* ABOUT THIS EXERCISE: The material below contains a line with "1,11c-14,15 -36,17 -53,7l-3,-7" and a line with "4,15 -1,24l-12,-3 -6,-9". Copy exactly those two lines and all lines between them.

*** EXERCISE DATA Section Begins ***

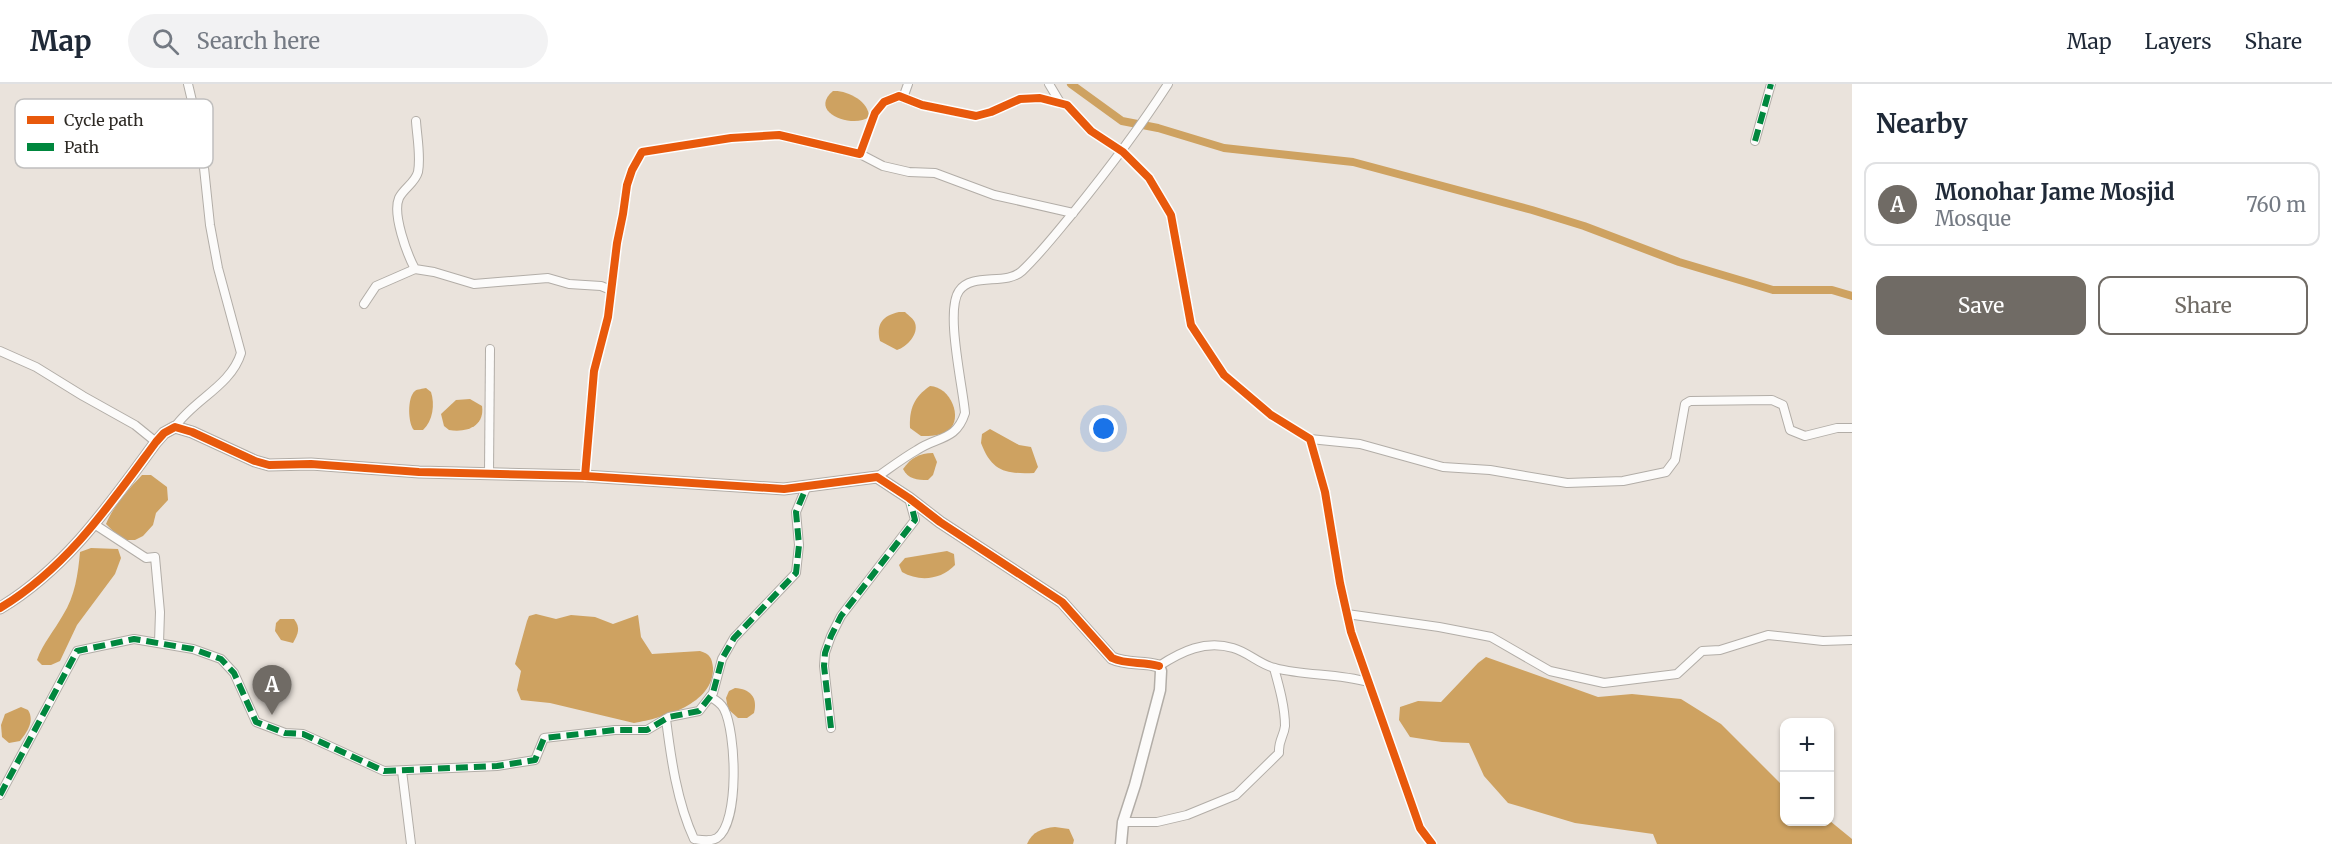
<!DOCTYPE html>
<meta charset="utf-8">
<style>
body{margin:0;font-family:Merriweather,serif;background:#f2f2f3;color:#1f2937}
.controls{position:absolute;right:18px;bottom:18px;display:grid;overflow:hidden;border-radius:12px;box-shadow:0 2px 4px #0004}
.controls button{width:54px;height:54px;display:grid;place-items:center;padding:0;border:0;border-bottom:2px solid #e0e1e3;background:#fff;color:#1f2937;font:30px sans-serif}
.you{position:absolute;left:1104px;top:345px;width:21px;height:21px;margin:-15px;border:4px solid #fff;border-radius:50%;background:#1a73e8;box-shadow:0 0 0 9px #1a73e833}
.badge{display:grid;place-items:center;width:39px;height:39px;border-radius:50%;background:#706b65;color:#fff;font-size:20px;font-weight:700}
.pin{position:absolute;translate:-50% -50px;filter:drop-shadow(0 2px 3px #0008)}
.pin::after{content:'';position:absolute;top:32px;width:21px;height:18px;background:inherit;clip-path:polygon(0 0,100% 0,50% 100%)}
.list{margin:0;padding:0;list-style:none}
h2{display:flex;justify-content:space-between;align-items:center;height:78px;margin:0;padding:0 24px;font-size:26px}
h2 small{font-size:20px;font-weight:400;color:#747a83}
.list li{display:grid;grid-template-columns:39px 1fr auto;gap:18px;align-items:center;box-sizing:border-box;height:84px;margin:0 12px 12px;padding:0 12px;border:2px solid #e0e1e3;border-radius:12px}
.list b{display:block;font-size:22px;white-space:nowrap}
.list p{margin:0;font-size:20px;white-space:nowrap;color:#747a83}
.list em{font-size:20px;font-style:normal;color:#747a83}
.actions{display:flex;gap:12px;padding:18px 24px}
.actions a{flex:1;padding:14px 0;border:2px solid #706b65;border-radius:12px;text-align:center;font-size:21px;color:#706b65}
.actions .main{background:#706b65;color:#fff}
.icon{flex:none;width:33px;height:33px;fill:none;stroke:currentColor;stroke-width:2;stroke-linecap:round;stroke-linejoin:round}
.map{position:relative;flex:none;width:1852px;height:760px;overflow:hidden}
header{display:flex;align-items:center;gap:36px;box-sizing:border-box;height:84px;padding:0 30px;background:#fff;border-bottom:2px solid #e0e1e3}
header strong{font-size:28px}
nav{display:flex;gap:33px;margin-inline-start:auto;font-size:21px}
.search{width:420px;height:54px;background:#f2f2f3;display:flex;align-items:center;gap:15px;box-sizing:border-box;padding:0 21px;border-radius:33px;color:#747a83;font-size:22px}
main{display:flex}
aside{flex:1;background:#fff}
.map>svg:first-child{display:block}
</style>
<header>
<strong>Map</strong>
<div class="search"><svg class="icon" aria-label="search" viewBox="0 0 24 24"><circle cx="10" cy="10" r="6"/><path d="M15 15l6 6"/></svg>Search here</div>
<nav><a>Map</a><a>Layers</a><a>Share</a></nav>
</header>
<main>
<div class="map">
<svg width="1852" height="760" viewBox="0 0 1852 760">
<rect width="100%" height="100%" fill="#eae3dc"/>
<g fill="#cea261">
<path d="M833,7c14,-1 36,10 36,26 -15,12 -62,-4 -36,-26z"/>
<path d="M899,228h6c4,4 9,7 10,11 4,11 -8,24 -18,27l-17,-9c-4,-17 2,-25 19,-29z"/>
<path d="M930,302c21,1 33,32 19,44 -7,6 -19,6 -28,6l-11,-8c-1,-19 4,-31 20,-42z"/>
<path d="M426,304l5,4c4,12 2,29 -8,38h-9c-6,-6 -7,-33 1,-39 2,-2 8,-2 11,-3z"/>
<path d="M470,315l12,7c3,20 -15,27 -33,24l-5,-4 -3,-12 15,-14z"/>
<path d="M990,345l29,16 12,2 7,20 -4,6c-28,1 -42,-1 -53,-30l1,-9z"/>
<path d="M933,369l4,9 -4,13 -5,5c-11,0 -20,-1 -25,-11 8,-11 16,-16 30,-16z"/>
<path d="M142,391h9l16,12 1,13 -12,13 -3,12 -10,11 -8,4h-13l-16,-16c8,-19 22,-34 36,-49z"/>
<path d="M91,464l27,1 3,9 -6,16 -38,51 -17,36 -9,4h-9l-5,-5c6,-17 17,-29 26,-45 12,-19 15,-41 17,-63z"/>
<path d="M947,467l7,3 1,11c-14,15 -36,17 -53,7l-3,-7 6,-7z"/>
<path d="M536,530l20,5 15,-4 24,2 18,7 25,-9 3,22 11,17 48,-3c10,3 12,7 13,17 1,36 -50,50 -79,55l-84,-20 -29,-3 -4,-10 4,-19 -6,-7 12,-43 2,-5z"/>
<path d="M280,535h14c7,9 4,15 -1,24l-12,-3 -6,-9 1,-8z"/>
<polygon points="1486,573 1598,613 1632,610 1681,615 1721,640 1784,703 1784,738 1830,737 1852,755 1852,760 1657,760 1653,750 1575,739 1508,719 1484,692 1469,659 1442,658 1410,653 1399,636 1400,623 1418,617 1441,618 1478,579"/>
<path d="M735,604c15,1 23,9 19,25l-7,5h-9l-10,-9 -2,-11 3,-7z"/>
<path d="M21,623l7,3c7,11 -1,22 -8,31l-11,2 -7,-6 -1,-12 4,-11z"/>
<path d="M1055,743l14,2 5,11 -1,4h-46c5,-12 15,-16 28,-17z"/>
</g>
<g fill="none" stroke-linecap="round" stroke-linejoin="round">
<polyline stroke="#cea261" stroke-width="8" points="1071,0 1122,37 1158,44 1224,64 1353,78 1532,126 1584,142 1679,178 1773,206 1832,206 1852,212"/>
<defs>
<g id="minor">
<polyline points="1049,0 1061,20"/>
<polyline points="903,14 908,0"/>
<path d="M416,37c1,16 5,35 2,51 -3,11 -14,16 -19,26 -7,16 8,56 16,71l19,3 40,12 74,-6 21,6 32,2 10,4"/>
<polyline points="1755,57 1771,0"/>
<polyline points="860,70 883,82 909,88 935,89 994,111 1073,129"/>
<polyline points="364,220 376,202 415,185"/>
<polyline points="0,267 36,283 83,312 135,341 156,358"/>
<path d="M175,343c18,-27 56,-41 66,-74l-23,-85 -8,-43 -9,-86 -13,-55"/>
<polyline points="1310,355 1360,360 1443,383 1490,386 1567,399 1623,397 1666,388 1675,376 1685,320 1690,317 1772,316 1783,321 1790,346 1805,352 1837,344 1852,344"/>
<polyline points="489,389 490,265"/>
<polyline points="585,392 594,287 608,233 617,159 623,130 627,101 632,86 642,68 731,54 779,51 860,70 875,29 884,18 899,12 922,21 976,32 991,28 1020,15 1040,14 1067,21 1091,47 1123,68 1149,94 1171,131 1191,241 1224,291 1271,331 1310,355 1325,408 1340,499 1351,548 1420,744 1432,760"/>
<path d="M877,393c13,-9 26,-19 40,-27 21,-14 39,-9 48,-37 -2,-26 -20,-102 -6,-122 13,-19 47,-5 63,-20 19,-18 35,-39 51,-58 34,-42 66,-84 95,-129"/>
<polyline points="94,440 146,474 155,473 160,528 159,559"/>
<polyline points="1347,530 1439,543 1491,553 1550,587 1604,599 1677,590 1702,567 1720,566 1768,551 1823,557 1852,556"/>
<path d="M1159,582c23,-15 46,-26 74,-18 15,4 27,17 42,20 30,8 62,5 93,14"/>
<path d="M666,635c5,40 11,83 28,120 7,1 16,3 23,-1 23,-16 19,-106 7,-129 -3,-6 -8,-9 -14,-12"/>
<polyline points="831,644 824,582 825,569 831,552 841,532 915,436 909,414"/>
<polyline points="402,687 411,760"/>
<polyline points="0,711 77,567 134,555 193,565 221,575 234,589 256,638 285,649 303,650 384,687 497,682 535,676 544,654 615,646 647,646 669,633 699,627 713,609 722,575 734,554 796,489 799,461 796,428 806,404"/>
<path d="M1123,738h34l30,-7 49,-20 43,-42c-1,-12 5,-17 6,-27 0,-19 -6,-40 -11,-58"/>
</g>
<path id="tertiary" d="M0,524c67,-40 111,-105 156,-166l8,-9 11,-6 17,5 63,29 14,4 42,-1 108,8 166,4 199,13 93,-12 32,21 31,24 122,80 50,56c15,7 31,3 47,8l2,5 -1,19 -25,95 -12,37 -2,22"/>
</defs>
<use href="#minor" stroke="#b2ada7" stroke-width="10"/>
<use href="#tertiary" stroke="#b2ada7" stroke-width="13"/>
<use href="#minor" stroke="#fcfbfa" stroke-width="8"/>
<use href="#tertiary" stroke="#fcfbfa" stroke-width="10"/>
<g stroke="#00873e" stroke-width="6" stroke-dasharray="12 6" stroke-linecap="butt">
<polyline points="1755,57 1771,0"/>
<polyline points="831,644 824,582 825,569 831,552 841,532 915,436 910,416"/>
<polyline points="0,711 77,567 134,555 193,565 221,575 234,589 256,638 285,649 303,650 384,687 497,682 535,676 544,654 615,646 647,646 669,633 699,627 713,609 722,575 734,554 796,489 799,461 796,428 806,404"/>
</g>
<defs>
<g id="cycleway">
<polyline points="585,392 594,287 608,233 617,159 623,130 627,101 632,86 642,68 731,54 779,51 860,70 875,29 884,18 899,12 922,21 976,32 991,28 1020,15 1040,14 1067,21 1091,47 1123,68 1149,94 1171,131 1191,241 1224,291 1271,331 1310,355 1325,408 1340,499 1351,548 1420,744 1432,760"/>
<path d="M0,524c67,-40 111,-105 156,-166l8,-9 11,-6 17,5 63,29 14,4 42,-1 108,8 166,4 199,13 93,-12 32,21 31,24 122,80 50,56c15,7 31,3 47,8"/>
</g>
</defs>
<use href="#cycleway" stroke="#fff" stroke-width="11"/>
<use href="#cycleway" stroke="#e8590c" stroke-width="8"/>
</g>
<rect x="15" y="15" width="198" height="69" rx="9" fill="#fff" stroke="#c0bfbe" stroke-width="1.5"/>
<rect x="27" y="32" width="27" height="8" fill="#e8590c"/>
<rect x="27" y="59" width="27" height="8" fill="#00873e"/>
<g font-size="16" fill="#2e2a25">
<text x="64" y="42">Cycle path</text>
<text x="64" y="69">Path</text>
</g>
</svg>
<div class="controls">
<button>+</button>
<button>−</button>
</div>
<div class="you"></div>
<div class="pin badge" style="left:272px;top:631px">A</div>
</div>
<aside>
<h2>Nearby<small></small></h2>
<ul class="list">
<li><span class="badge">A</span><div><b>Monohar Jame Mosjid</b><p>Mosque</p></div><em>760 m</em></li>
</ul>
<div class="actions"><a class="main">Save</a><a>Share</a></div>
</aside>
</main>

*** EXERCISE DATA Section Ends ***

* EXERCISE RESPONSE:
<path d="M947,467l7,3 1,11c-14,15 -36,17 -53,7l-3,-7 6,-7z"/>
<path d="M536,530l20,5 15,-4 24,2 18,7 25,-9 3,22 11,17 48,-3c10,3 12,7 13,17 1,36 -50,50 -79,55l-84,-20 -29,-3 -4,-10 4,-19 -6,-7 12,-43 2,-5z"/>
<path d="M280,535h14c7,9 4,15 -1,24l-12,-3 -6,-9 1,-8z"/>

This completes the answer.